Stored data:
______

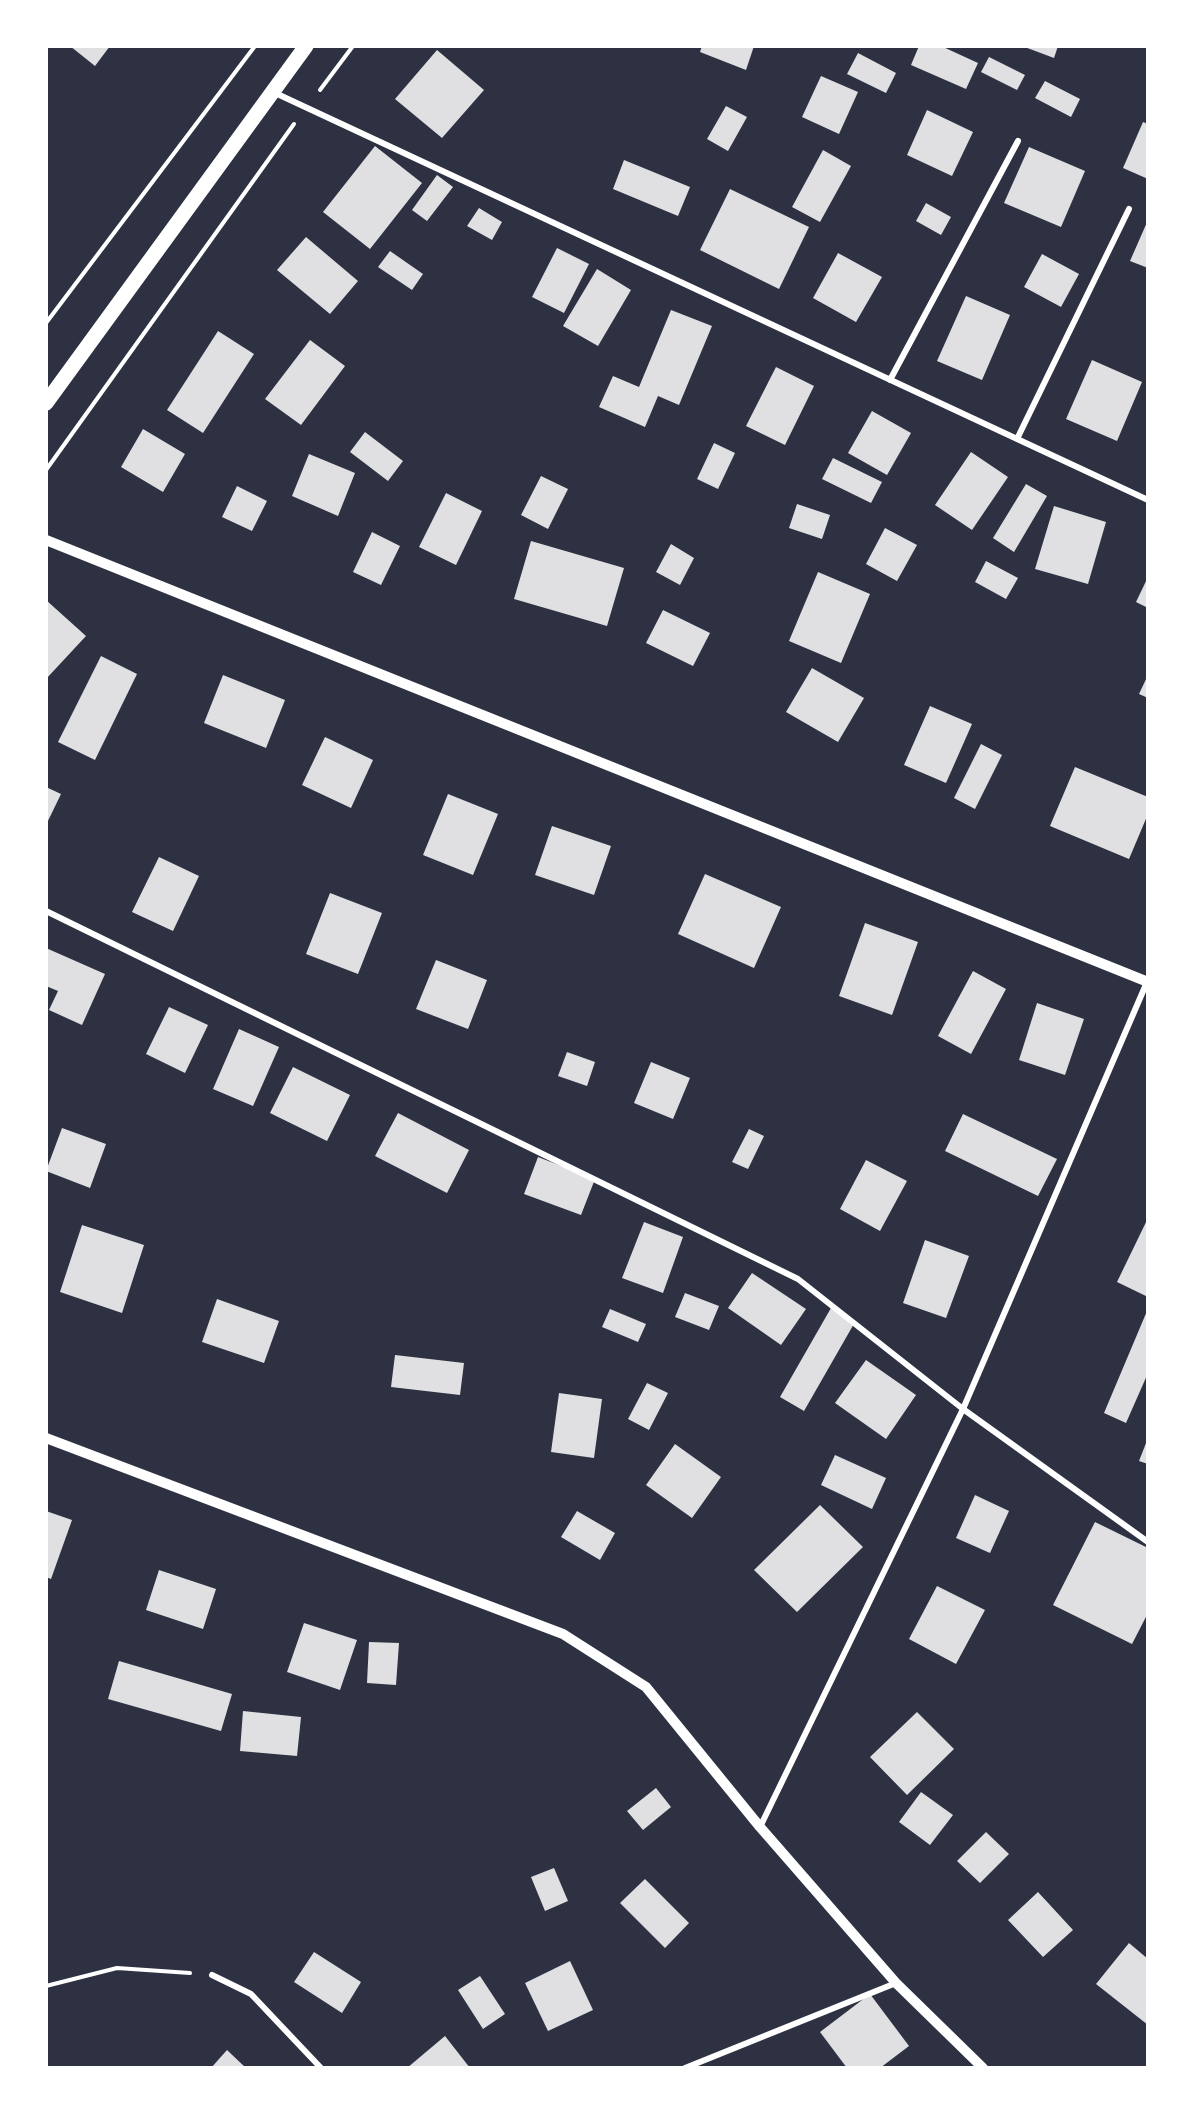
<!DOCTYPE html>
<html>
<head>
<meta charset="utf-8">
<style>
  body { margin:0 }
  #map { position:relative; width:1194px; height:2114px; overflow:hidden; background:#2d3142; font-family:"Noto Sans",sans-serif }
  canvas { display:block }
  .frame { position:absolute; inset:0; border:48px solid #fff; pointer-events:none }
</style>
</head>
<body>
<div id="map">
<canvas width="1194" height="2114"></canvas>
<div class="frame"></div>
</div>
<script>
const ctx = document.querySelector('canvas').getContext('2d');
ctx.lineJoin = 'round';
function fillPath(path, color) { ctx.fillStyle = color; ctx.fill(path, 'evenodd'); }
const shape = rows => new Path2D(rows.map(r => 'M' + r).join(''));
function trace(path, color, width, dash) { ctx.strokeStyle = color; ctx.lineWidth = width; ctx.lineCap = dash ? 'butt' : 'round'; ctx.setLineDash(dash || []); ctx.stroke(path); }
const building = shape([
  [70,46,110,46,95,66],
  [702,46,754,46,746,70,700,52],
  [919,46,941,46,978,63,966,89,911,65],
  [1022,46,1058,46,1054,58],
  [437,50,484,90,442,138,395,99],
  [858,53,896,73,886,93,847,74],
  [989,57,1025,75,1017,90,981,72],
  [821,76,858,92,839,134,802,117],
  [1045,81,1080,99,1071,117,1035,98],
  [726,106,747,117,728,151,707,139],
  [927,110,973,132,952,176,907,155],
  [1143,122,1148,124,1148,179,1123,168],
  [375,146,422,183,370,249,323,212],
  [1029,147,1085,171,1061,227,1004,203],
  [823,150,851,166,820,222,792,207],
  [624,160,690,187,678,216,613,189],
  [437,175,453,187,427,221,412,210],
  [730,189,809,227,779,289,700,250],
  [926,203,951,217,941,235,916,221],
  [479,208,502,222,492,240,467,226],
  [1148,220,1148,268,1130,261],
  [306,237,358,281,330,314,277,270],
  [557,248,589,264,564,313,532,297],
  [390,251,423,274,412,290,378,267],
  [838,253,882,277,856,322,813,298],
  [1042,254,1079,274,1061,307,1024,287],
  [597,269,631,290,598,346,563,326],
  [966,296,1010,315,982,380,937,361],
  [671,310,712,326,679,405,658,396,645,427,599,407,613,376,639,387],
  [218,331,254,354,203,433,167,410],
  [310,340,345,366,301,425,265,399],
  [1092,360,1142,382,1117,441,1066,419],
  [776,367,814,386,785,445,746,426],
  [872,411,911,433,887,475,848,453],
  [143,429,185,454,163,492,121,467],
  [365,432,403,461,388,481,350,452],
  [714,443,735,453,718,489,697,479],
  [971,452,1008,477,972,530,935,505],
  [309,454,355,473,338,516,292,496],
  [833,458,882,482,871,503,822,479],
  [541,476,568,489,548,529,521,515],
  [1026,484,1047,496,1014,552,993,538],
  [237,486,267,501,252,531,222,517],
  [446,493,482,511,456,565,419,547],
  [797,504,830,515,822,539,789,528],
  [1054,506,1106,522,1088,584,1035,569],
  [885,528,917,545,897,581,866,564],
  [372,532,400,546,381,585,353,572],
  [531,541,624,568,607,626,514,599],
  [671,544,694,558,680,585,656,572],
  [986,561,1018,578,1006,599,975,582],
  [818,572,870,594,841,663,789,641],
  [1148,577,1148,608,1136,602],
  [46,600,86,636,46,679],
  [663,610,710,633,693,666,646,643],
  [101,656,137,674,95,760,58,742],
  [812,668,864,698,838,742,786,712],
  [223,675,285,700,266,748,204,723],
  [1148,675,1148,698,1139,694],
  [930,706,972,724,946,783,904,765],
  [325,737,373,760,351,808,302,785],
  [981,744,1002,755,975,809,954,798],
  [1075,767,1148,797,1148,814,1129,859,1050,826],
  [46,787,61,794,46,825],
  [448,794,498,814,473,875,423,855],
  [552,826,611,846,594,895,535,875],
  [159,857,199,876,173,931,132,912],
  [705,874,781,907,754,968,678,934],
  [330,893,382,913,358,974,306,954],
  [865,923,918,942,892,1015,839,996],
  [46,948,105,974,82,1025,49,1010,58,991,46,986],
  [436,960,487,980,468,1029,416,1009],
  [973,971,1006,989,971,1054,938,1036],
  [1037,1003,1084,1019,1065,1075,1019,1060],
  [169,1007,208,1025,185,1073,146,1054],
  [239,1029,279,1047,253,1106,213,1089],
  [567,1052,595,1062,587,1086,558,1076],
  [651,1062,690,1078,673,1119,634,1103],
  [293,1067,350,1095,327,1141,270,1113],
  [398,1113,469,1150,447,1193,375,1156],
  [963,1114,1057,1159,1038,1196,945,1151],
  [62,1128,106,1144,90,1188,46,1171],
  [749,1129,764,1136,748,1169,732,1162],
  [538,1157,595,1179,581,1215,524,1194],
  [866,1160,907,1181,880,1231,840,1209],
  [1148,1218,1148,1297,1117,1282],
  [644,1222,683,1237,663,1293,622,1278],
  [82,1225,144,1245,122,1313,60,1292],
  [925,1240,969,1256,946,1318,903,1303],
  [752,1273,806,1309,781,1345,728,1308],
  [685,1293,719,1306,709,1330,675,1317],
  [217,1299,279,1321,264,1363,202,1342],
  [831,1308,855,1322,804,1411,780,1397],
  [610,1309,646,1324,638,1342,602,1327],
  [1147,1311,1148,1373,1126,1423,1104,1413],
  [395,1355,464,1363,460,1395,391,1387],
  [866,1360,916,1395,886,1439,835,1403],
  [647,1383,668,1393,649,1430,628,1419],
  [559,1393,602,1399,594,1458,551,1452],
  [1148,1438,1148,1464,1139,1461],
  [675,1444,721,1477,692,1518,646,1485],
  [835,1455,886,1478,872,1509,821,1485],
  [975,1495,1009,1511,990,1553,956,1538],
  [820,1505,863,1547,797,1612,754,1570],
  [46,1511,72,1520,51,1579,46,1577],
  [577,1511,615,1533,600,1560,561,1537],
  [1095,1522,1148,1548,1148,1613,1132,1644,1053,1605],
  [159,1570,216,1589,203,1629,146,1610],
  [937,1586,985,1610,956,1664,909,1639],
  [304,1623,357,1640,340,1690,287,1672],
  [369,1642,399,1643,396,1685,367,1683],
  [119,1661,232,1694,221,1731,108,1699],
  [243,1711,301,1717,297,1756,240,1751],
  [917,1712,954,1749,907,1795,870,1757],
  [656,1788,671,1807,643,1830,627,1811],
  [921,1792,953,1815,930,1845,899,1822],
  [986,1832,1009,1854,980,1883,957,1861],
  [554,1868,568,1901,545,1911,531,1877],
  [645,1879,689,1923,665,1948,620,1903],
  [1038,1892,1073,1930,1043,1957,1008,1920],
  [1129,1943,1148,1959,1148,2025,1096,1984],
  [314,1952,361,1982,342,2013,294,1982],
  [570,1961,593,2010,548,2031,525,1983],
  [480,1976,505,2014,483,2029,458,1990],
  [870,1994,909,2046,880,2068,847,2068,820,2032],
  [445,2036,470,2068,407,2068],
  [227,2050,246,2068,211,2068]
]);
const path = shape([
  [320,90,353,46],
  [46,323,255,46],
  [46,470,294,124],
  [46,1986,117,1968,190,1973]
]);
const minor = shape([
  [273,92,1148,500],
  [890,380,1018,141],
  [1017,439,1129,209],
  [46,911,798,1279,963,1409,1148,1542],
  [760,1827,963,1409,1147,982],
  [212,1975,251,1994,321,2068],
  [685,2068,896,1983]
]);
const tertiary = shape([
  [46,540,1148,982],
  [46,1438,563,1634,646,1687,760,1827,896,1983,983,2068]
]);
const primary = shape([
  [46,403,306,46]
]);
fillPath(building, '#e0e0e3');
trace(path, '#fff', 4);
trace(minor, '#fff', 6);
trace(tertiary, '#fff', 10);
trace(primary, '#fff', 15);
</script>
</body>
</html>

______

Task to complete
Go through the entries. Report every line that contains the word "canvas".

Output below
  canvas { display:block }
<canvas width="1194" height="2114"></canvas>
const ctx = document.querySelector('canvas').getContext('2d');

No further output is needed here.